Le vide la dévorait. Si Sélène pensait à quelque chose - ou quelqu’un - en particulier, elle ne s’en rendait pas compte. Ses pensées tourbillonnaient, pourtant la jeune fille ne parvenait pas à en saisir une seule. Elles étaient trop rapides, trop fourbes. Plongée dans un profond abîme, elle n’entendit pas la porte-fenêtre s’ouvrir, et encore moins la personne qui se faufilait déjà dans l’air glacial de cette nuit de novembre. Sélène sursauta en reconnaissant la voix de Léo :

- Bouh.

Léo

Je n’ai pas voulu lui faire peur, pourtant Sélène a quand même sursauté. Peut-être n’aurais-je pas dû tenter cette approche, mais c’est trop tard. Les autres pensent que Sélène est aux toilettes, et moi dans ma chambre pour vérifier si j’ai fini mes devoirs. Mais j’ai bien vu qu’elle ne s’est pas dirigée vers l’entrée, et j’avais cru entendre la porte-fenêtre, alors je suis allé voir. Bingo. D’accord, je n’ai pas réfléchi à ce que j’allais dire, et j’aurais pu faire mieux. Mais de toute façon, c’est trop tard, je ne peux pas remonter le temps.

Sélène a à peine tourné la tête. Son masque est tombé. Sous son regard d’ordinaire impassible, je décèle ce soir une douleur que je ne peux qu’imaginer. Une flamme brûle dans ses yeux, celle de la tristesse. Se rend-elle seulement compte de ce qu’elle ressent ? Soudain, j’ai peur pour elle. Peur de ce qu’elle pourrait s’infliger. Mais Sélène est intelligente, n’est-ce pas ? Elle sait que se faire du mal n’arrangerait rien. Je dois lui faire confiance là-dessus. Sur tant de choses, d’ailleurs.
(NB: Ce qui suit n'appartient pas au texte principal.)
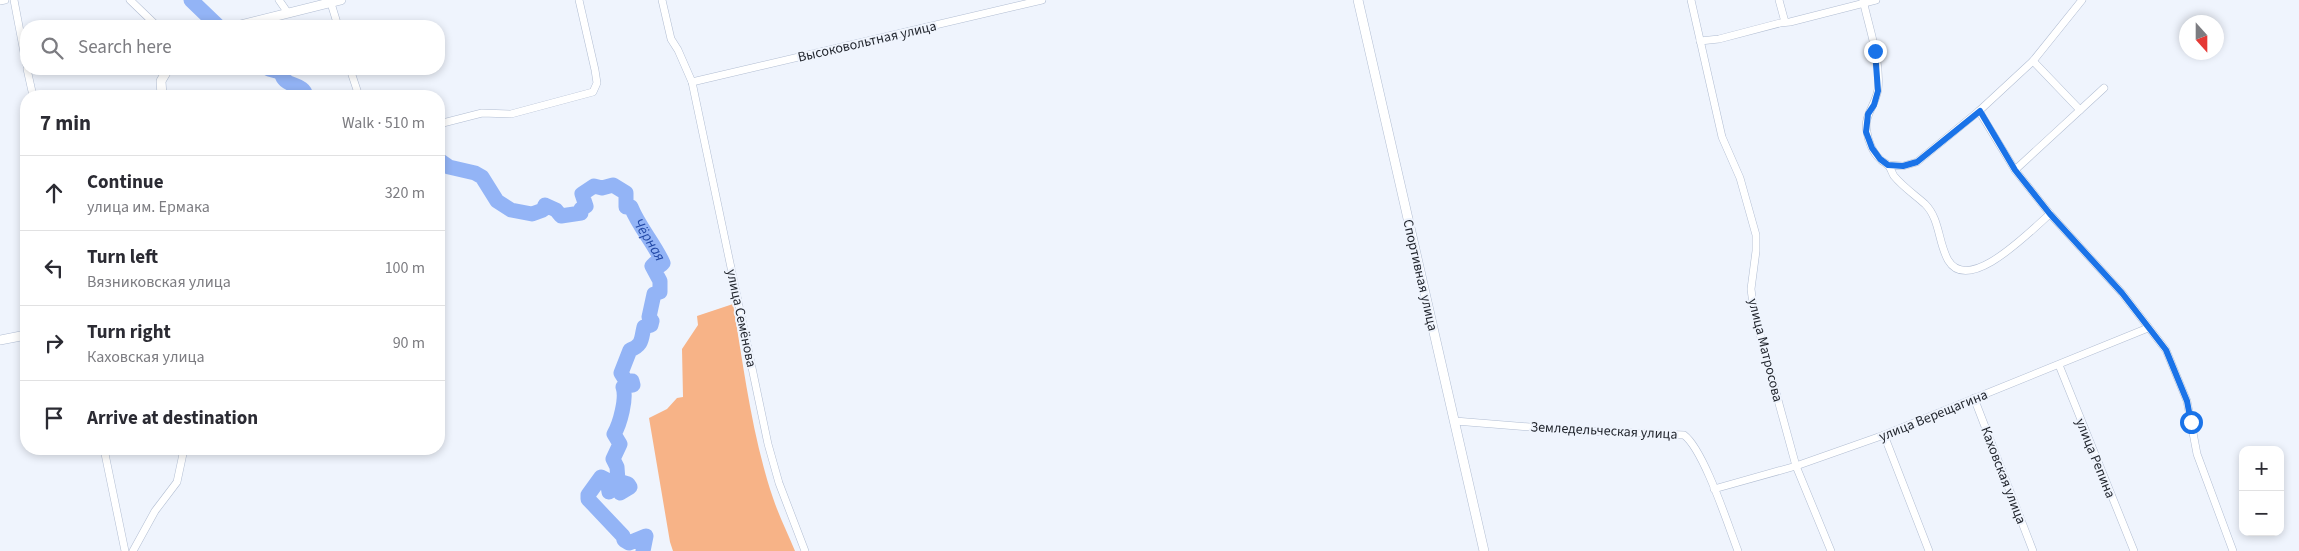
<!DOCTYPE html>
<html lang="en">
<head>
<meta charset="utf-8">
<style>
	:root { --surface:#fff; --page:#f7f7f7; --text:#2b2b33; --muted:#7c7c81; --line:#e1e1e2 }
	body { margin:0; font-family:"Source Sans 3",sans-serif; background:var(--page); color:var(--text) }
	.controls { position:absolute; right:15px; bottom:15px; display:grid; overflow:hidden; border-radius:10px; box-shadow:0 2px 8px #0003 }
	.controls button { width:45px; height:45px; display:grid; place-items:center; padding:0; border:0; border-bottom:1px solid var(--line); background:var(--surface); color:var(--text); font:25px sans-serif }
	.compass { position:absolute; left:2179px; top:15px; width:45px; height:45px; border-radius:50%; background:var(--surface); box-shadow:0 2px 8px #0003; rotate:159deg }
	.stop { position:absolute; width:15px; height:15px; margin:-11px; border:4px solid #1a73e8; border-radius:50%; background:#fff }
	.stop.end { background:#1a73e8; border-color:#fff; box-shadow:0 1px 5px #0008 }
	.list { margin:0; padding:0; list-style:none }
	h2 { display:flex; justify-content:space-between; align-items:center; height:65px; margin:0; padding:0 20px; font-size:21px }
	h2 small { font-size:16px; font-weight:400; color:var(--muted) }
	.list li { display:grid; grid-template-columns:32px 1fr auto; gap:15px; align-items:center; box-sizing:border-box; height:75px; padding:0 20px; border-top:1px solid var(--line) }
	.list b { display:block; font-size:19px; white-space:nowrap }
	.list p { margin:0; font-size:16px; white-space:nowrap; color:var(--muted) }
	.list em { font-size:16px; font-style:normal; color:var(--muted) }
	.icon { flex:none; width:28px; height:28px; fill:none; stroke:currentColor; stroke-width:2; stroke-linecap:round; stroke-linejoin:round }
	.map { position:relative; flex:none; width:2299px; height:551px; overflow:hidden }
	.search { position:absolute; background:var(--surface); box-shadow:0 2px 8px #0003; left:20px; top:20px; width:425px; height:55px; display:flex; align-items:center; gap:12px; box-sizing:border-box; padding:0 18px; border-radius:20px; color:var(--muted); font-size:19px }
	.panel { position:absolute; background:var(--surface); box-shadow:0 2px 8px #0003; left:20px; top:90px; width:425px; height:365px; border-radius:20px }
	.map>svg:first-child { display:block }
	.garden { fill:#f7b387 }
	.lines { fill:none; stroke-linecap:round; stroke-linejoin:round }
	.river { stroke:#93b4f6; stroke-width:15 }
	.minor-casing { stroke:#b1bdd2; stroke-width:8 }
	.tertiary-casing { stroke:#b1bdd2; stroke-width:10 }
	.minor { stroke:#fff; stroke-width:7 }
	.tertiary { stroke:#fff; stroke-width:9 }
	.route { stroke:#1a73e8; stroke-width:6 }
	.labels { text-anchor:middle; stroke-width:4; stroke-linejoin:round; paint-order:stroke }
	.street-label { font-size:14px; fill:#1f232b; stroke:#eff4fd }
	.water-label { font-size:15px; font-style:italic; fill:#2249a7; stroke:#eff4fd }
</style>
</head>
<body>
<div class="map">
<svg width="2299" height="551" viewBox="0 0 2299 551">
	<rect width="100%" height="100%" fill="#eff4fd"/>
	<path class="garden" d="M733,304C744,369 752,436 773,498C779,516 788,534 795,551H673L670,542L649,418L667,409L677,398L683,397L682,349L698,325L697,316Z"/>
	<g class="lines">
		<g class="river">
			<polyline points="191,0 218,26"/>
			<path d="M269,69L280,72C282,74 282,77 284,79C290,87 304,84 306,96"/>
			<path id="s1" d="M439,160L449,167L475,173L482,177L497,201L511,210L532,214L543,210L545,205L556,210L561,216L581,213V209L586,206L582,194L594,186L602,188L613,185L626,193V207H631C639,227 654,243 663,263L661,265L655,263L652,266L660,281V292L654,294L649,317L652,321L651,325L644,327C641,339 643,345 630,350L621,373L626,381H632L633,385L623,387C627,398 620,424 614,434L620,444L613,459L617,467L618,481L628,484L630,487L620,493L616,486L609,492L607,480L601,477L588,495V499L623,536L624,540L629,543L646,536L643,551"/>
		</g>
		<g class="minor-casing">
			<g id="minor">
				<polyline points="14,0 26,63"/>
				<polyline points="130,0 157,26"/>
				<polyline points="279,0 288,13"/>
				<polyline points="330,0 338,26"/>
				<polyline points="662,0 671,39 678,50 692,82 768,444 779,483 805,551"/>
				<polyline points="1691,0 1722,137 1740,178 1756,235 1756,251 1751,289 1754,312 1796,466 1831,551"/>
				<polyline points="1779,0 1785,22"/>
				<path d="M1863,0C1869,28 1881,60 1878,89C1876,105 1863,116 1867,132C1868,141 1873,153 1880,159C1882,162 1887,163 1889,166C1891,169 1892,173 1894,176C1903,187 1915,195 1925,204C1940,219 1938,242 1948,260C1969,296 2032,229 2050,214"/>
				<polyline points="0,1 5,0"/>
				<polyline points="1700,41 1719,39 1780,23 1790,22 1876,0"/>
				<polyline points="2033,61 2080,110"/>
				<polyline points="27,69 33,96"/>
				<polyline points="350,69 359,96"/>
				<polyline points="692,82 1042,0"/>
				<polyline points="1979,111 2015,170 2050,214 2122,293 2166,350 2187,401 2197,454 2233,551"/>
				<polyline points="439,124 482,113 511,114 593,92 597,83 595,70 579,0"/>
				<polyline points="1888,165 1903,166 1917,162 1979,111 2033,61 2082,0"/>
				<polyline points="2015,170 2104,88"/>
				<polyline points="2059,365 2134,551"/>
				<polyline points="1974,398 2033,551"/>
				<path d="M1455,421L1568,430L1684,435C1704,450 1728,525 1738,551"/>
				<polyline points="1884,435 1929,551"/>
				<polyline points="104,449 125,551"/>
				<polyline points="1714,489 1796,466 1884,435 2148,328"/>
				<polyline points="133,551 155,511 177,482 184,449"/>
			</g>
		</g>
		<g class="tertiary-casing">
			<g id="tertiary">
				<polyline points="1358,0 1484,551"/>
				<polyline points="236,26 341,0"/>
				<polyline points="162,96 161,81 168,69"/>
				<polyline points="0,340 26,335"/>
			</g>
		</g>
		<use href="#minor" class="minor"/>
		<use href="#tertiary" class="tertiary"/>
	</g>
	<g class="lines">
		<polyline class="route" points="1875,51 1878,91 1874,105 1868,114 1866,132 1872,148 1880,159 1888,165 1903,166 1917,162 1980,111 2015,170 2050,214 2122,293 2166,350 2187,401 2191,422"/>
	</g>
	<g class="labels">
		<g class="street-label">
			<text transform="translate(867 41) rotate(-13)" y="5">Высоковольтная улица</text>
			<text transform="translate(1421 275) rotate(77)" y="5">Спортивная улица</text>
			<text transform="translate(742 318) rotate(78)" y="5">улица Семёнова</text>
			<text transform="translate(1766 350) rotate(76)" y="5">улица Матросова</text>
			<text transform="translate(1933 415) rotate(-22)" y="5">улица Верещагина</text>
			<text transform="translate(1604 430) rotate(3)" y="5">Земледельческая улица</text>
			<text transform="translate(2096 458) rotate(68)" y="5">улица Репина</text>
			<text transform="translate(2004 475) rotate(69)" y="5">Каховская улица</text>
		</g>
		<g class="water-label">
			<text dy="5" stroke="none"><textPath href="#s1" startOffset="299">Чёрная</textPath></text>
		</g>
	</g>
</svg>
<div class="controls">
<button>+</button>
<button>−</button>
</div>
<svg class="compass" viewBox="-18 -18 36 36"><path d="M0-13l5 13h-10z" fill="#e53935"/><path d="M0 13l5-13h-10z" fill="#7c7c81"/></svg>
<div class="stop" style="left:2191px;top:422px"></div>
<div class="stop end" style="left:1875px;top:51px"></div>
<div class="search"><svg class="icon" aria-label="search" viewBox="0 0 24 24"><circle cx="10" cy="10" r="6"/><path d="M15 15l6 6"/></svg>Search here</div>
<section class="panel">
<h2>7 min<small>Walk · 510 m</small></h2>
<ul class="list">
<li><svg class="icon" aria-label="ahead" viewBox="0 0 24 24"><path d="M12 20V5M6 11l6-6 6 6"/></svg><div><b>Continue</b><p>улица им. Ермака</p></div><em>320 m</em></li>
<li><svg class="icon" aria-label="left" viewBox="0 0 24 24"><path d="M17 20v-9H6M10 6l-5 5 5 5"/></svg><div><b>Turn left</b><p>Вязниковская улица</p></div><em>100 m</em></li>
<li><svg class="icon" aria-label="right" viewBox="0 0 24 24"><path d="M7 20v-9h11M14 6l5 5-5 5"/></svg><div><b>Turn right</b><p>Каховская улица</p></div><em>90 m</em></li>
<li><svg class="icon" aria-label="arrive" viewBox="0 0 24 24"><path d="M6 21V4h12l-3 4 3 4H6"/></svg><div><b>Arrive at destination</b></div></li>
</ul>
</section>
</div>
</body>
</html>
J’aurais voulu dire tellement plus. J’aurais voulu m’excuser pour ce que j’ai fait, les mots que j’ai prononcés, les actes qui sont les miens. J’aurais voulu tout lui dire. Pourtant, je ne lui ai rien dit de tout ça. Je me suis simplement accoudé à la barrière à ses côtés. Qu’aurais-je pu faire d’autre ? On est longtemps restés comme ça, Sélène et moi. Très longtemps. Trop longtemps. Je n’aurais pas dû lui infliger ma proximité, alors qu’elle semblait vouloir fuir ma présence. Pourtant, elle n’a pas eu la force de me repousser. J’aurais voulu passer un bras autour de ses épaules, sans pour autant l’oser. Je lui aurais fait tellement plus de mal que de bien. J’espère que ma présence la réconforte, mais je n’en crois rien. Après tout, c’est moi le méchant, dans l’histoire, non ? Et ce même si je souhaite la protéger d’elle-même. J’espère qu’elle a compris que ce n’était pas un simple « bouh ». Qu’il représentait beaucoup plus. Tellement plus. J’espère qu’elle saisit le regret qui emprunt ma voix.

<3

Que faisait-il ici ? Que voulait-il lui dire ? Pourquoi Sélène ne pouvait-elle pas fuir ? Fuir cette personne à côté d’elle. Fuir la vie qu’elle menait. Fuir la blessure dans son cœur. Cette blessure que Léo venait de rouvrir, pour y saupoudrer des grains de sel. Ça piquait, ça brûlait. Son cœur s’embrasait. Se réduisait en cendres. Ça faisait mal, tellement mal. Mais que pouvait-elle faire, mis à part supporter la douleur le temps qu’elle passe ?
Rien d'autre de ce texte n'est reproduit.